Now, c’mon…admit it. You do it too. You see or hear about someone saying or doing something you think is pretty dumb, naughty, laughable, insensitive, mean, mindless, or <insert critically negative evaluative adjective> and you be like, that’s so whatever and suddenly…stomp! Hey…I can see my house from here! You put them down to raise yourself up.
You may not even be conscious that you’re doing it. It may simply manifest as a seemingly harmless attitude of superiority. Well, I’d never do that, or, she really needs to wake up, you find yourself thinking.
So when I caught myself in a thought pattern like that again earlier today, I sighed and prayed, God…help me not do that. I want to love as you love, not with an eye to criticize but with a heart that desires the good of all. I wanna’ be like you.
Cue orchestra. I can hardly help hearing that song from Disney’s animated “The Jungle Book” every time I think about how I want to be like Jesus. So I brought it up on YouTube, enjoyed the clip, sang along (Hap dee dooby doo wop), then read some of the comments below it. Now, these were mostly harmless, but if you’ve spent any time at all in the comments section of blogs or other online publications, you know that a lot of folks can’t seem to resist the opportunity it affords to give themselves a little lift there. Words like idiot, moron, racist, homophobe, etc. get tossed out until you can almost picture the commenters getting taller.

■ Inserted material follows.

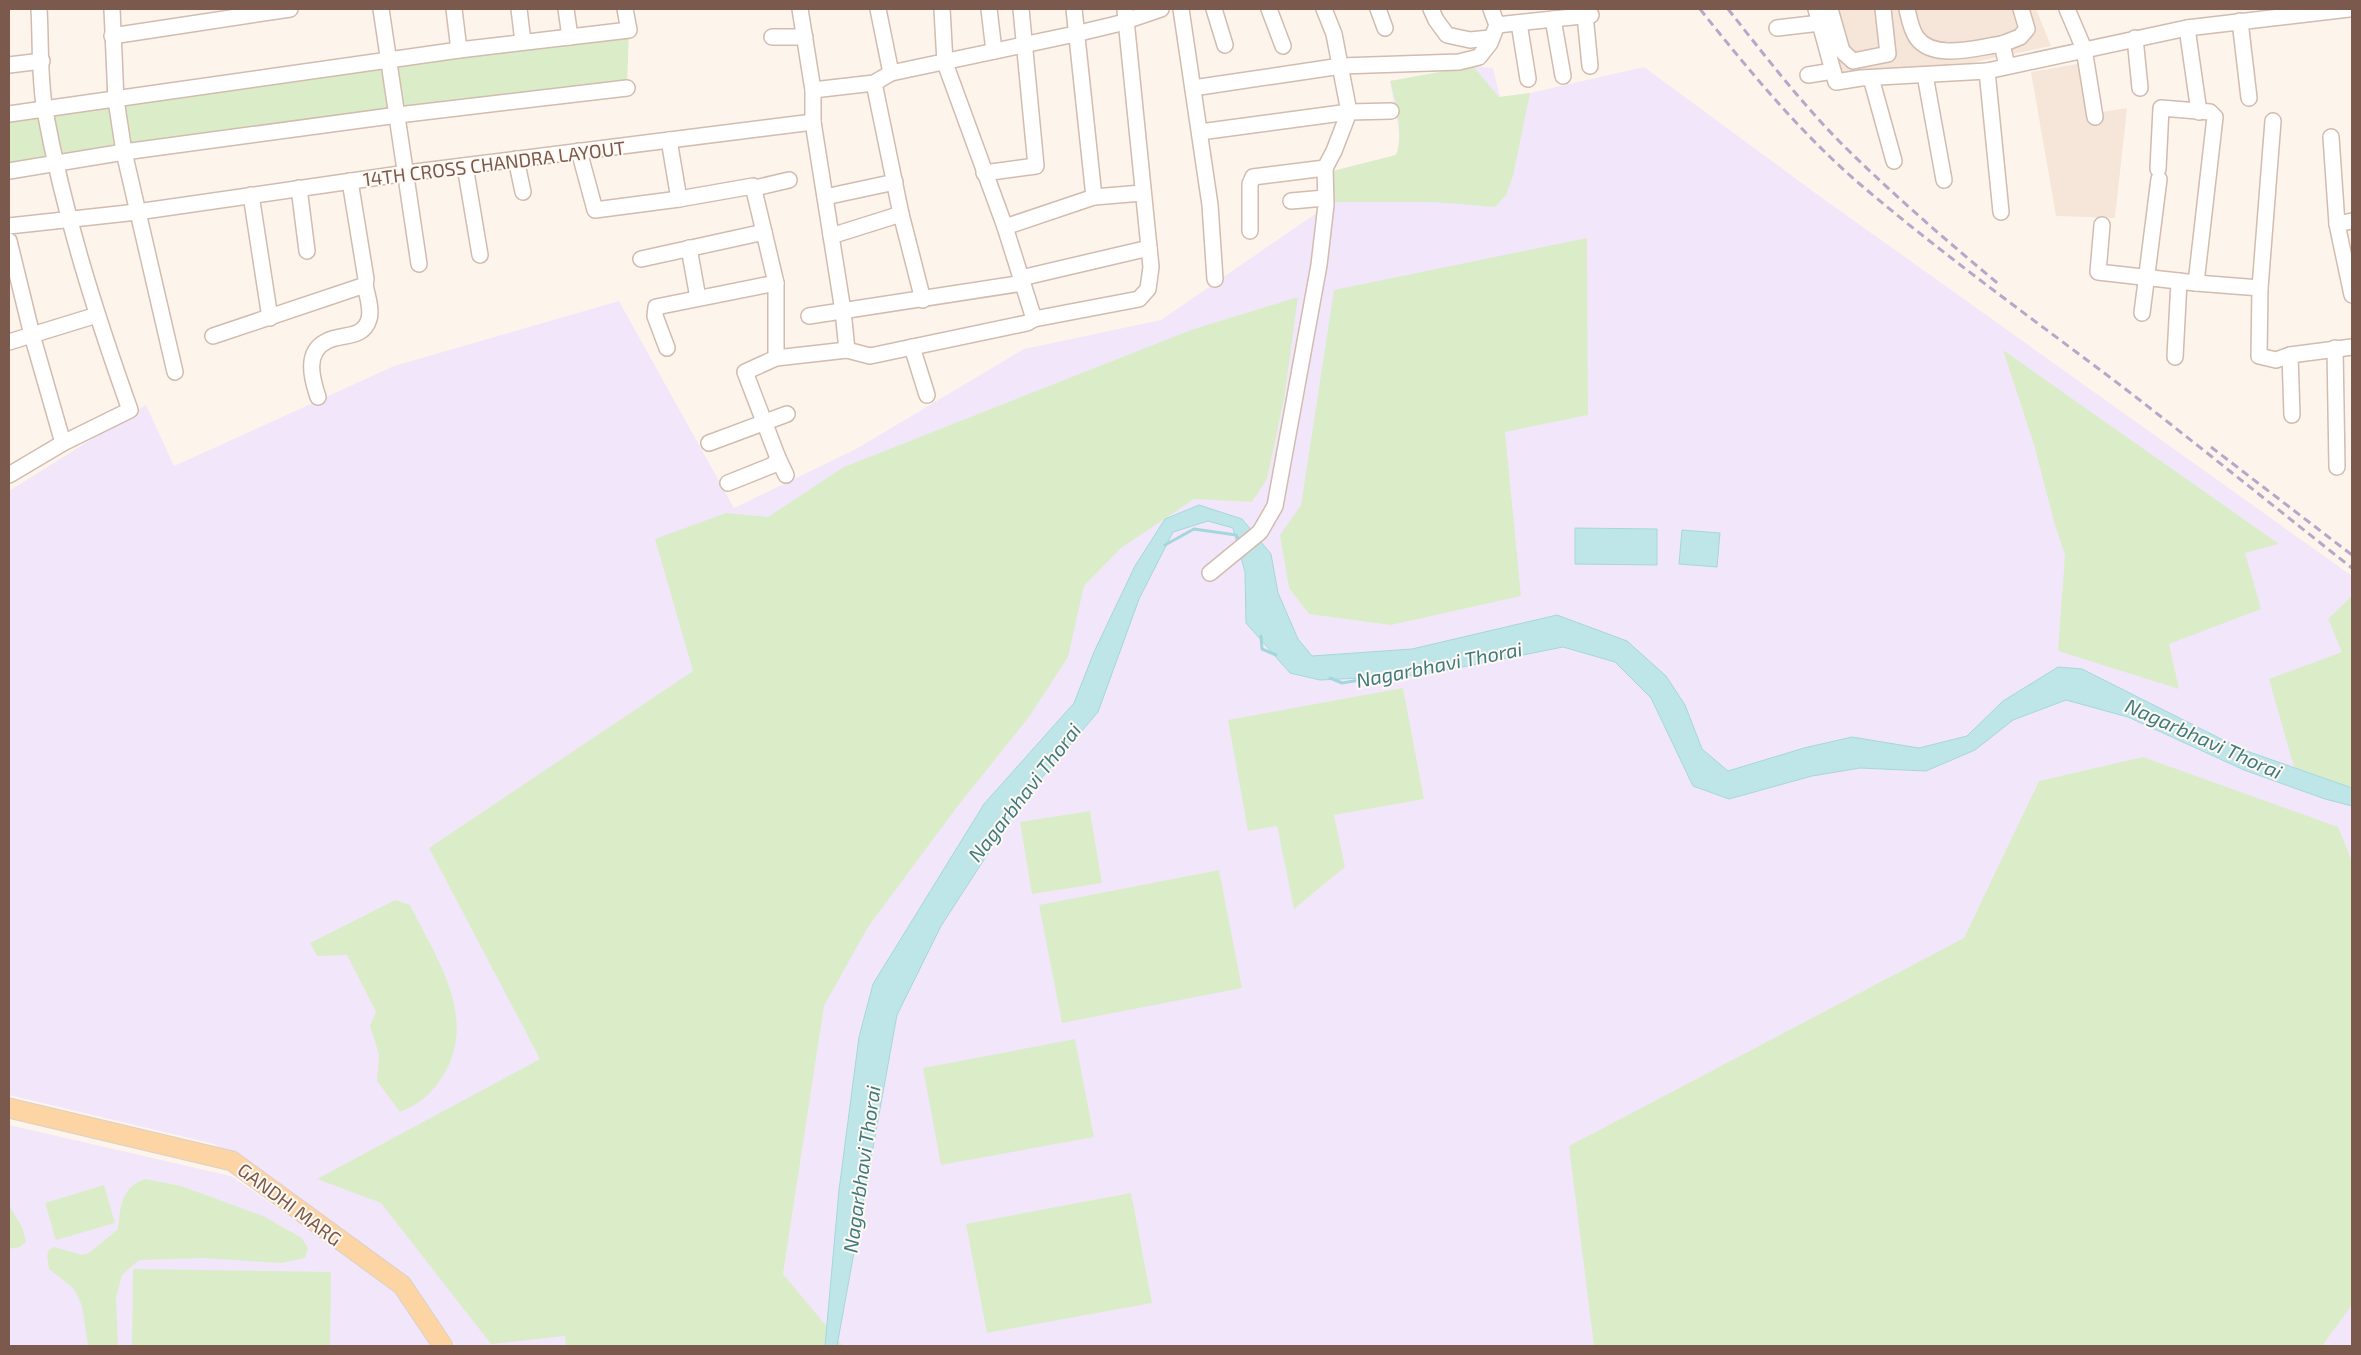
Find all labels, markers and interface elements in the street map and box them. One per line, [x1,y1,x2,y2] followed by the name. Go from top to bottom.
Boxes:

It’s the ever-present temptation of the frail and fragile human psyche…I’ll feel better about myself and where I stand if I’m over and above you…or him, or her, the Facebook friend, the coworker, the hapless public official or the clueless celebrity, the blogger, the family member, the restaurant worker, the woman walking down the street.
I don’t mean to imply that every criticism or put-down stems from insecurity. Some people are just plain mean. Or dumb. Or racist, idiot morons.
Whoops. Back to the confessional.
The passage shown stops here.